Members of the House Committee on Foreign Affairs heard expert testimony on Tuesday about the links between Hamas and the primary U.N. aid organization for the Palestinians in Gaza.
On Friday, it was revealed that a dozen employees of the U.N. Relief and Works Agency for Palestine Refugees in the Near East may have participated directly in Hamas’s Oct. 7 terror attacks on Israel. The United States and 16 other countries and the European Union have cut off aid to the U.N. agency.
U.S. Secretary of State Antony Blinken called the allegations “highly, highly credible” on Monday, but Richard Goldberg, a senior advisor at the Foundation for Defense of Democracies, told members of Congress on Tuesday that the allegations are merely the tip of the iceberg.
“UNRWA is a horror show that is decades in the making, co-produced by the U.S. taxpayer,” Goldberg testified, during a hearing that ran about three hours and, initially, was disrupted frequently by protesters. “Terrorism support and subsidy, for UNRWA, is a feature not a bug.”
At the hearing, the Democratic witness, Mara Rudman, a University of Virginia professor and former official in the Obama and Clinton administrations, was asked about reports that as many as 15% of UNRWA employees in Gaza might be members of Hamas and other terror groups. Rudman testified that those figures likely reflect wider Gazan support for terrorism.
“Press reports have indicated that the percentages of UNRWA staff that may be affiliated in some way with Hamas are roughly similar to the percentages in the general population that are thought to be affiliated, so between 10% and 15%,” she said. “If they employ 13,000 people in the population, the single biggest employer, it would not be surprising if the percentages are roughly that of the general population.”
The other witnesses at Tuesday’s hearing, Marcus Sheff, CEO of IMPACT-se, and Hillel Neuer, executive director of U.N. Watch, testified about bias against Israel in UNRWA’s school curricula and in the wider U.N. system respectively.
Republicans on the committee generally signaled that they would support ending U.S. funding to UNRWA permanently. But many Democrats said they only support the Biden administration’s funding pause on a temporary basis and would like to see Palestinian aid restored as soon as possible.
“I have very real concerns about the security impact and the moral implications if we do not find quickly a way to resume some funding and allow that aid to move forward expeditiously,” said Rep. Jason Crow (D-Colo.). “The horrifying and inexcusable actions of roughly a dozen people should not speak for the over 13,000 UNRWA employees in Gaza.”

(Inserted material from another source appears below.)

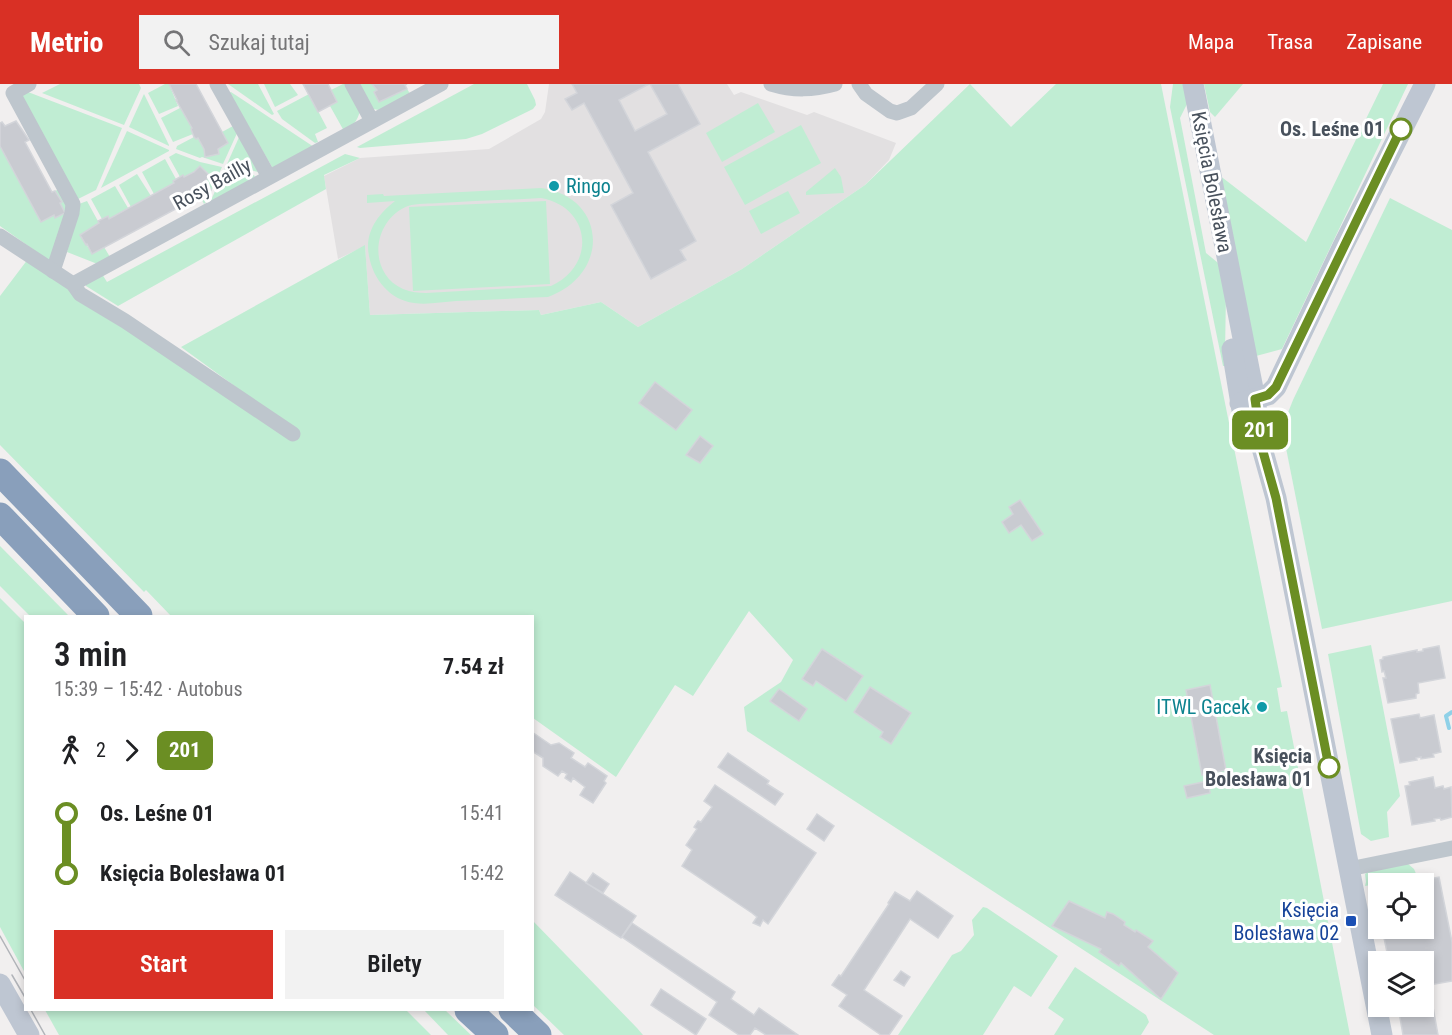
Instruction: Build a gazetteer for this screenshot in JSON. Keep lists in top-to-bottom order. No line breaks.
{"streets":{"street":["Księcia Bolesława","Rosy Bailly"]},"places":{"other":["Os. Leśne 01","Ringo","ITWL Gacek","Księcia Bolesława 01"],"transit":["Księcia Bolesława 02"]},"lines":["bus line 201"],"page":{"header":"Metrio","search":"Szukaj tutaj","nav":["Mapa","Trasa","Zapisane"],"on_map":"201","heading":["3 min","15:39 – 15:42 · Autobus","7.54 zł"],"legs":["2","201"],"list":[{"name":"Os. Leśne 01","value":"15:41"},{"name":"Księcia Bolesława 01","value":"15:42"}],"buttons":["Start","Bilety"]}}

But some pro-Israel Democrats said on Tuesday that the U.N. agency had proven itself unfit to fulfill its mission, while noting that they would support aid to the Palestinians from other agencies.
“We have to replace UNRWA with something else,” said Rep. Brad Schneider (D-Ill.). “I support getting rid of UNRWA.”
“UNRWA, long funded by your tax dollars, has been governing Gaza at the behest of Hamas so that Hamas, which sees governing as a distraction, could dedicate itself to murdering Jews in Israel,” Rep. Ritchie Torres (D-N.Y.) posted on social media on Tuesday.
Torres also co-signed a bipartisan letter, led by Rep. Josh Gottheimer (D-N.J.), on Tuesday that calls on U.N. Secretary-General António Guterres and UNRWA Commissioner-General Philippe Lazzarini to resign.
“The U.N. and UNRWA can no longer be trusted to operate as the unbiased liaison to the Palestinian people,” per the letter, addressed to the U.S. secretary of state. “It is unacceptable that U.S. tax dollars, allocated to assist innocent Palestinians, instead funded tunnels under UNRWA buildings and paid for terrorists to murder, rape, kidnap and hold innocent civilians hostage.”
The letter, which Rep. Claudia Tenney (R-N.Y.) co-signed, is circulating on the Hill for additional signatories.
Despite losing, at least temporarily, the support of 12 of UNRWA’s 15 largest donors, a senior U.N. official claimed on Tuesday that the United Nations had already taken “swift action” to address the allegations against UNRWA and said they did not believe UNRWA could be replaced.
“There is no substitution for the humanitarian role that is played in Gaza,” said Sigrid Kaag, the UN’s senior humanitarian and reconstruction coordinator for Gaza, during a press stakeout at the U.N. Security Council.
“Beyond political decisions, which are General Assembly bound, there is no way any organization can replace or substitute the tremendous capacity, the fabric of UNRWA,” she said.